Climate change in China is having major effects on the economy, society and the environment.[1] The energy structure and human activity caused global warming and climate change, and China suffered from negative effects of global warming in agriculture, forestry and water resources.

Current situation

China observed a ground average temperature increase of 0.24℃/decade from 1951 to 2017, exceeding the global rate. The average precipitation of China was 641.3 mm in 2017, 1.8% more than average precipitation of previous years. The sea level rise was 3.3mm/year from 1980 to 2017. There was an annual increase in concentrations of carbon dioxide from 1990 to 2016. The annual mean concentration of atmospheric carbon dioxide, methane and nitrous oxide at Wanliguan Station were 404.4 ppm, 1907 ppb and 329.7 ppb separately in 2016, slightly higher than the global mean concentration in 2016.[2]

Public opinion

According to the Chinese citizen climate change recognition and understanding report[3] conducted by the China Climate Change Communication program, 94% of interviewees supported fulfilling the Paris agreement, 96.8% of interviewees supported international cooperation on global climate change, and more than 70% of interviewees were willing to purchase environmentally friendly products. 98.7% of interviewees supported implementing climate change education at schools. Respondents were most concerned about the air pollution caused by climate change. The investigation included 4025 samples.[3]
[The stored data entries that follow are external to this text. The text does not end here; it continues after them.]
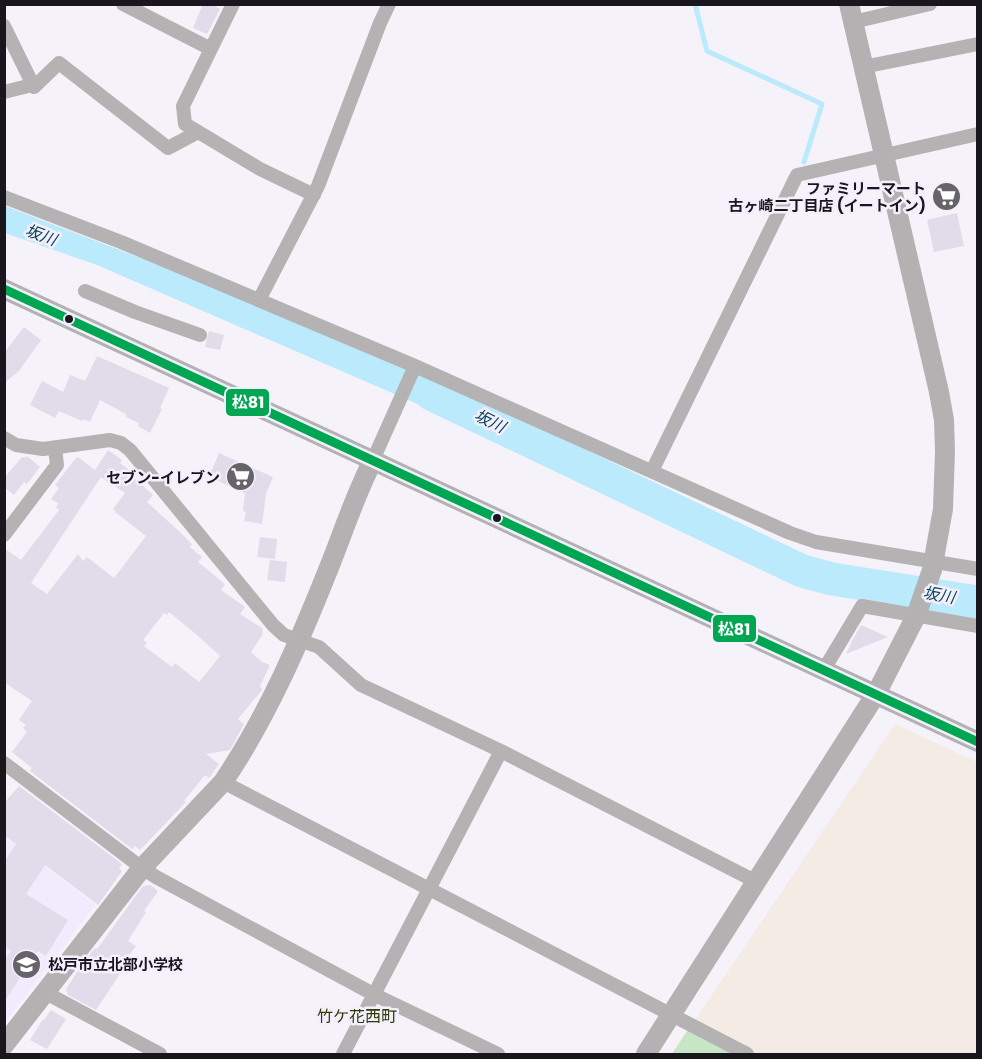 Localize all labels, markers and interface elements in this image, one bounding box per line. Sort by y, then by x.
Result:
place label: ファミリーマート 古ヶ崎二丁目店 (イートイン) [729,178,926,216]
supermarket icon: ファミリーマート 古ヶ崎二丁目店 (イートイン) [931,181,963,213]
water label: 坂川 [22,219,62,252]
unlabelled marker [63,313,75,325]
line badge: 松81 [225,388,270,417]
text: 松81 [232,391,264,414]
water label: 坂川 [471,404,511,439]
supermarket icon: セブン-イレブン [225,461,257,493]
place label: セブン-イレブン [106,467,220,488]
unlabelled marker [491,512,503,524]
water label: 坂川 [921,581,959,609]
line badge: 松81 [712,614,757,643]
text: 松81 [718,618,750,641]
school or university icon: 松戸市立北部小学校 [11,948,43,980]
place label: 松戸市立北部小学校 [48,954,183,975]
district label: 竹ケ花西町 [317,1005,397,1028] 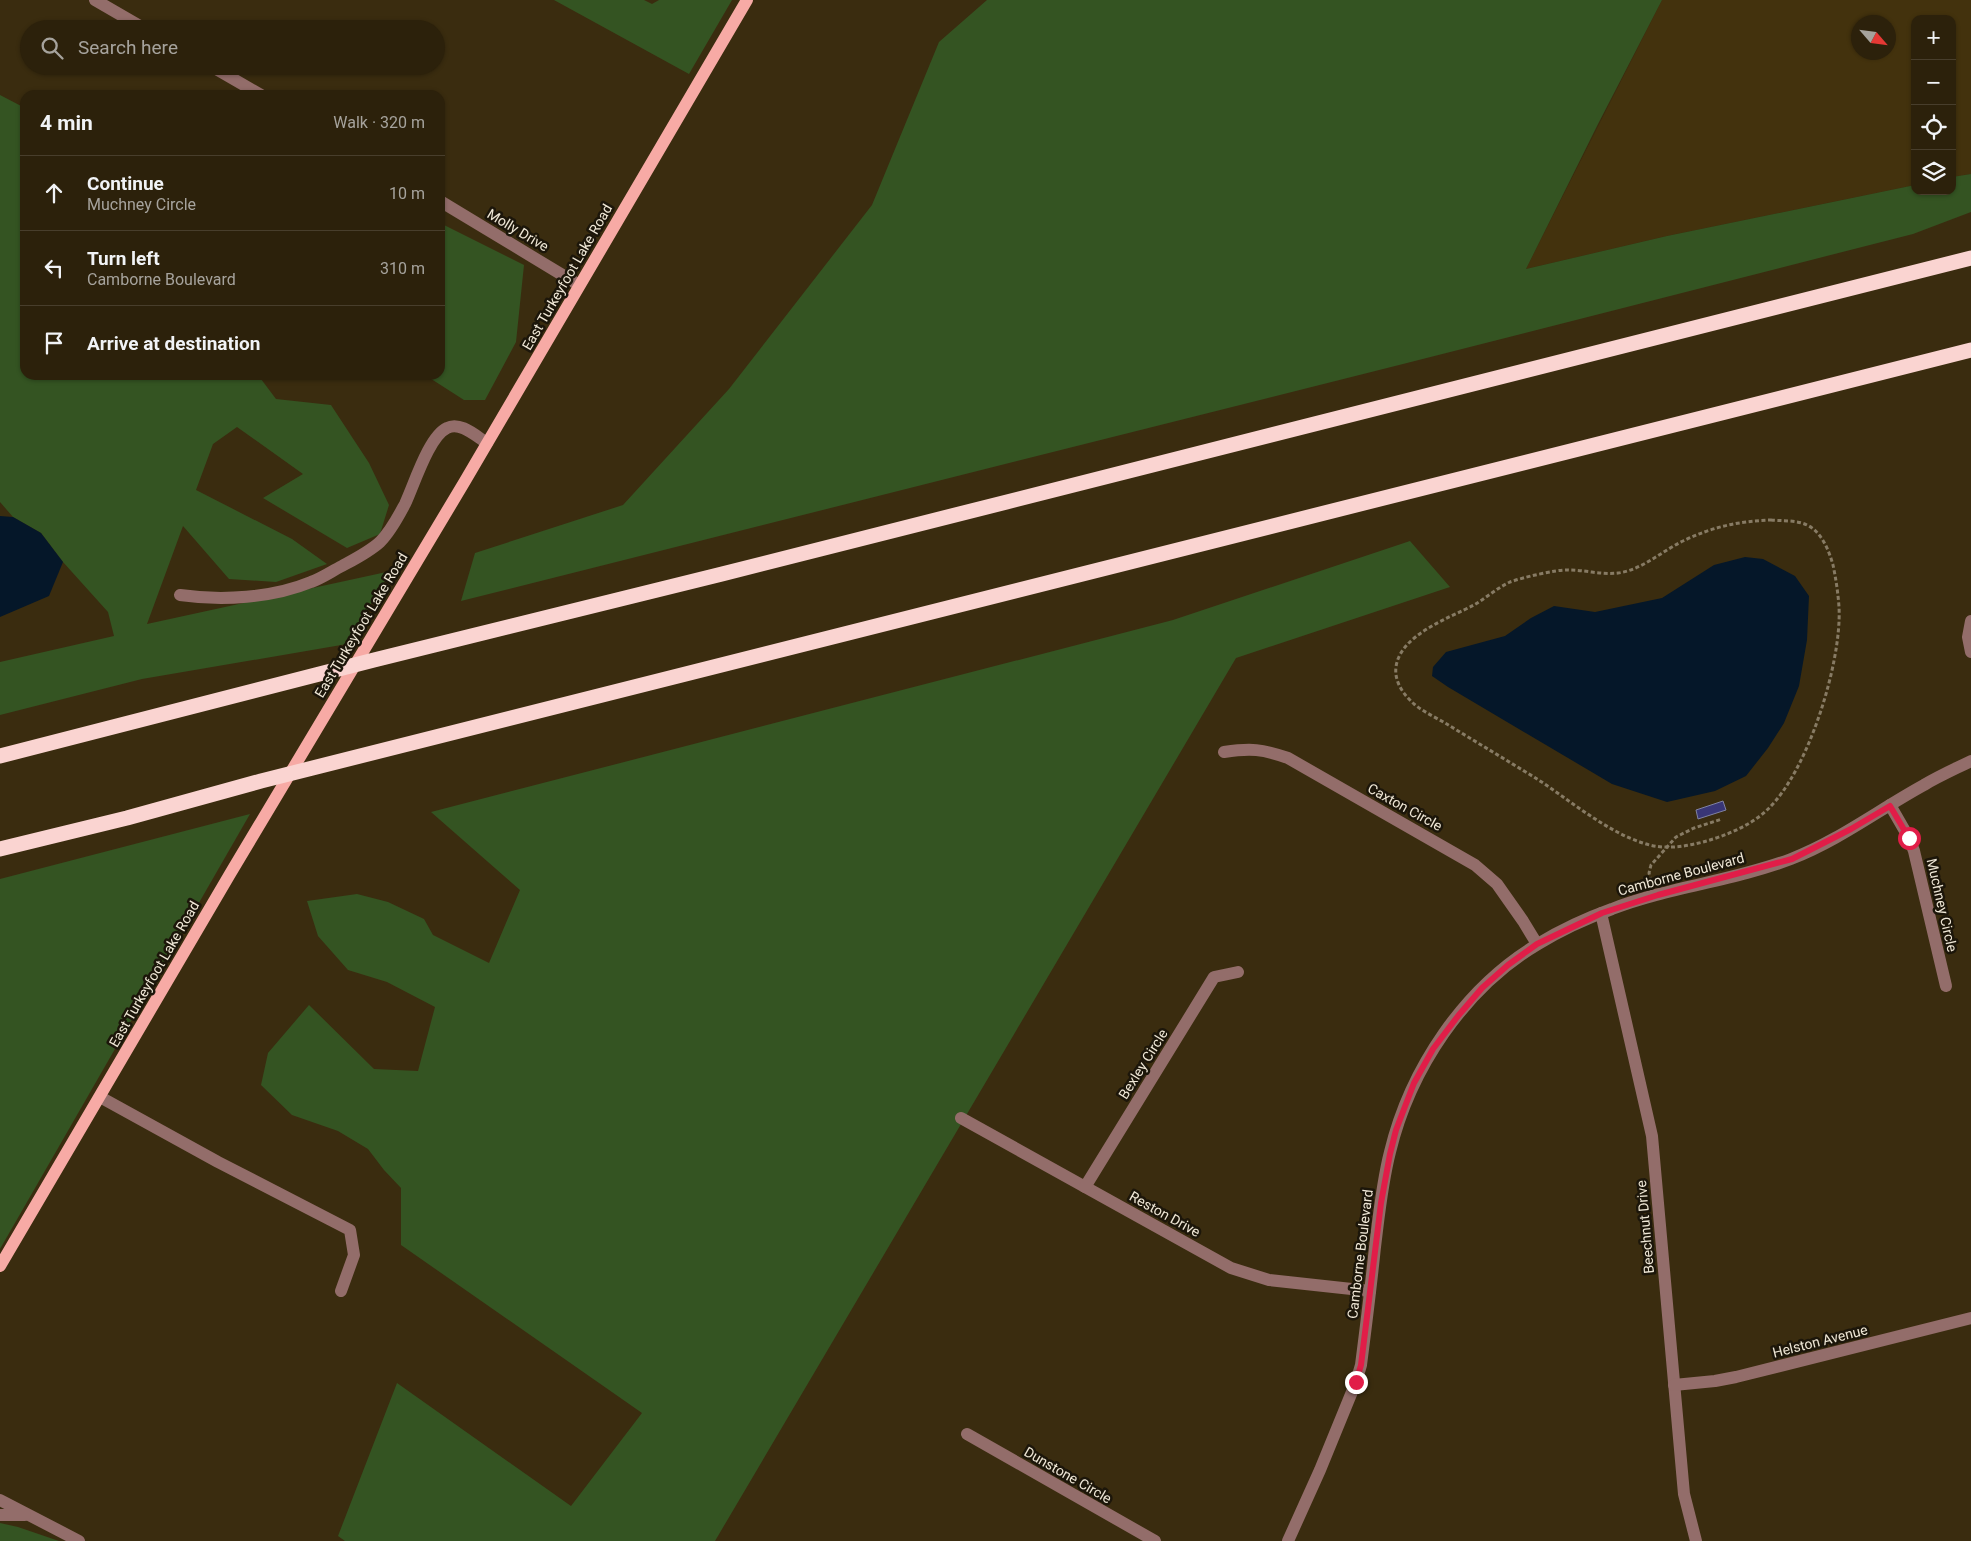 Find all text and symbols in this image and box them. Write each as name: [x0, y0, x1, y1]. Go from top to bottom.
north arrow: [1851, 15, 1896, 60]
map controls: [1911, 15, 1956, 195]
button: +: [1911, 15, 1956, 60]
search box: [20, 20, 445, 75]
icon: search: [38, 34, 66, 62]
text: Search here: [78, 36, 178, 59]
button: −: [1911, 60, 1956, 105]
button: locate: [1911, 105, 1956, 150]
text: 4 min: [40, 111, 93, 135]
text: Walk · 320 m: [333, 113, 425, 132]
button: layers: [1911, 150, 1956, 195]
text: Continue: [87, 172, 164, 195]
icon: ahead: [40, 179, 68, 207]
text: 10 m: [389, 184, 425, 203]
text: Muchney Circle: [87, 195, 196, 214]
street label: East Turkeyfoot Lake Road: [519, 201, 615, 353]
street label: Molly Drive: [484, 205, 552, 255]
text: Turn left: [87, 247, 160, 270]
icon: left: [40, 254, 68, 282]
text: 310 m: [380, 259, 425, 278]
text: Camborne Boulevard: [87, 270, 236, 289]
icon: arrive: [40, 329, 68, 357]
text: Arrive at destination: [87, 332, 260, 355]
street label: East Turkeyfoot Lake Road: [311, 550, 411, 700]
street label: Caxton Circle: [1365, 780, 1445, 834]
route start: [1898, 827, 1921, 850]
street label: Camborne Boulevard: [1616, 849, 1746, 899]
street label: Muchney Circle: [1923, 857, 1961, 953]
street label: East Turkeyfoot Lake Road: [106, 898, 202, 1050]
street label: Bexley Circle: [1115, 1026, 1171, 1102]
street label: Beechnut Drive: [1633, 1180, 1657, 1274]
street label: Reston Drive: [1127, 1188, 1203, 1240]
street label: Camborne Boulevard: [1344, 1188, 1376, 1320]
street label: Helston Avenue: [1771, 1321, 1869, 1361]
route end: [1345, 1371, 1368, 1394]
street label: Dunstone Circle: [1021, 1444, 1115, 1506] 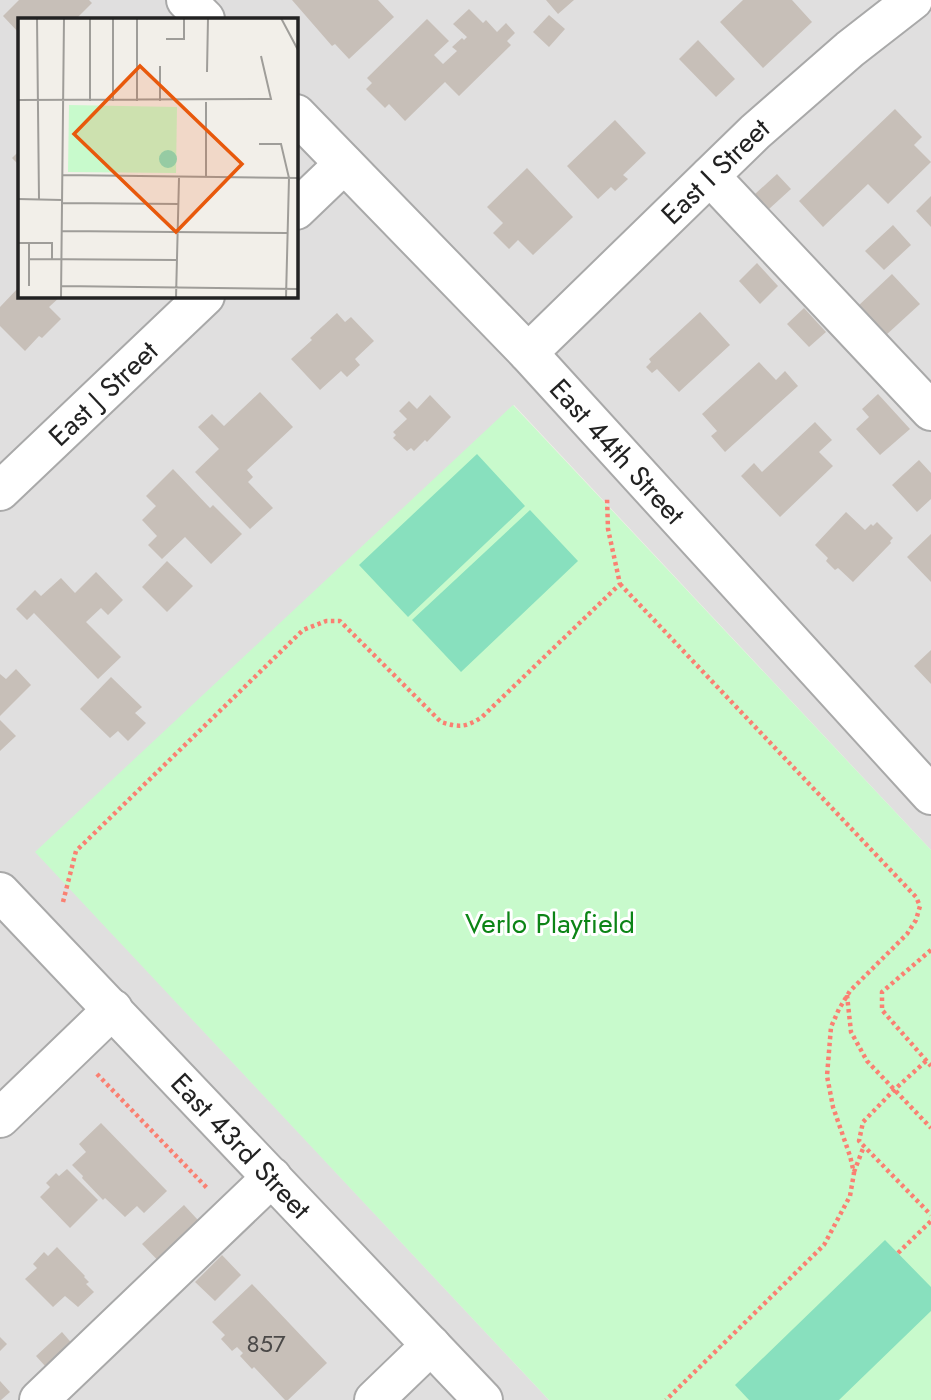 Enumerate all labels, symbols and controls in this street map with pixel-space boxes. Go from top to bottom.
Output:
inset map [18,18,298,298]
street label: East I Street [651,108,778,234]
street label: East J Street [39,331,167,455]
street label: East 44th Street [540,369,695,533]
park label: Verlo Playfield [465,903,635,944]
street label: East 43rd Street [162,1063,321,1228]
house number: 857 [246,1326,286,1361] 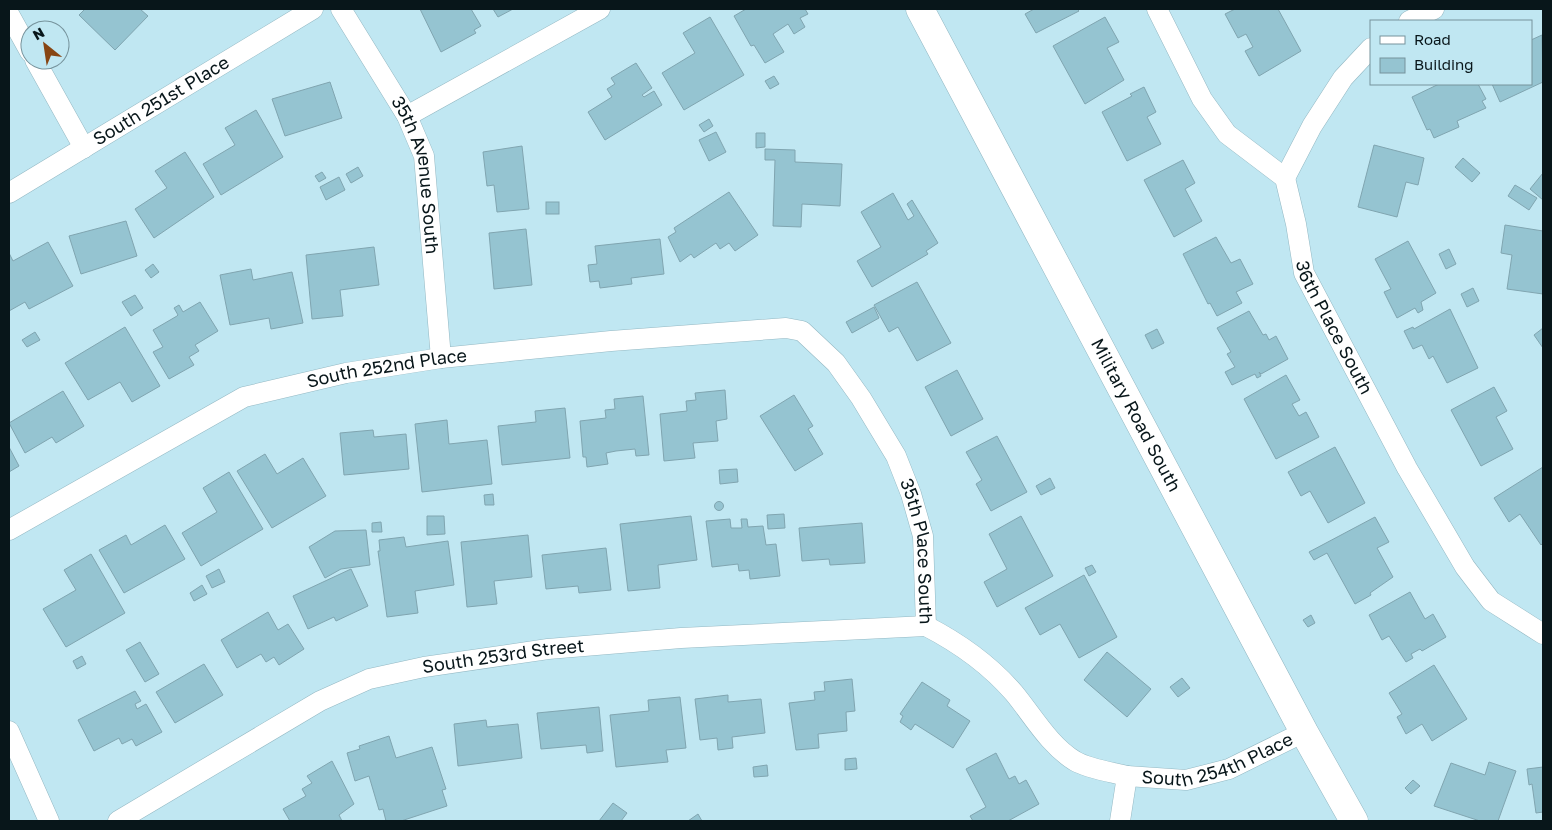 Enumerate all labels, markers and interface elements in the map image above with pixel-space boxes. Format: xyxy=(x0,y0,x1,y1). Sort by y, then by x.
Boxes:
north arrow xyxy=(20,20,70,70)
legend xyxy=(1370,20,1532,85)
text: N xyxy=(29,23,47,43)
text: Road xyxy=(1414,30,1451,48)
street label: South 251st Place xyxy=(89,50,233,149)
text: Building xyxy=(1414,55,1474,73)
street label: 35th Avenue South xyxy=(387,91,444,255)
street label: 36th Place South xyxy=(1292,259,1378,398)
street label: Military Road South xyxy=(1087,334,1186,495)
street label: South 252nd Place xyxy=(304,343,468,392)
street label: 35th Place South xyxy=(896,475,938,625)
street label: South 253rd Street xyxy=(421,634,585,677)
street label: South 254th Place xyxy=(1141,727,1296,791)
The investigation showed that Chinese citizens agreed that they were experiencing climate change, and that it was caused by human activities.[4]

Furthermore, most Chinese citizens believe individual action on climate change can help, although the government is still seen as the entity most responsible for dealing with climate change. If the government does take action, fiscal and taxation policies are seen as potentially effective.[5]

Government stance

Climate change has not been a priority to China until recently, when this issue was brought to a higher platform. China as a unitary state is not a federal system, as presented by its typical hierarchy. For example, the central government makes decisions and the local governments fulfill them. As a result, the local governments receive constraints and are measured by their performance from the central governments. Solving environmental issues such as climate change requires long-term investments in money, resources, and time. It is believed that these efforts will be detrimental to economic growth, which is of particular importance to the promotion of local government executives. This is why local governments have no engagement in addressing this issue[6].

Attitudes of the Chinese government on climate change, specifically regarding the role of China in climate change action, have shifted notably in recent years. Historically, climate change was largely seen as a problem that has been created by and should be solved by industrialized countries; in 2015, China said it supports the "common but differentiated responsibilities" principle,[7] which holds that since China is still developing, its abilities and capacities to reduce emissions are comparatively lower than developed countries'.

Recently, the government has urged countries to continue to support the Paris agreement, even in the wake of the United States' withdrawal in 2017.[8]

Effects of climate change

China has and will suffer some of the effects of global warming, including sea level rise, glacier retreat and air pollution.

The implications of climate change impose serious setbacks on global health and will hinder the economic development of various regions worldwide impacting countries on more than just the basic environmental scale. As in the case of China, we will see the effects on a social and economic level.

China's first National Assessment of Global Climate Change, released in the 2000s by the Ministry of Science and Technology (MOST), states that China already suffers from the environmental impacts of climate change: increase of surface and ocean temperature, rise of sea level.[9][better source needed] Qin Dahe, former head of China's Meteorological Administration, has said that temperatures in the Tibetan Plateau of China are rising four times faster than anywhere else.[10] Rising sea level is an alarming trend because China has a very long and densely populated coastline, with some of the most economically developed cities such as Shanghai, Tianjin, and Guangzhou situated there. Chinese research has estimated that a one-meter rise in sea level would inundate 92,000 square kilometers of China's coast, thereby displacing 67 million people.[11][better source needed]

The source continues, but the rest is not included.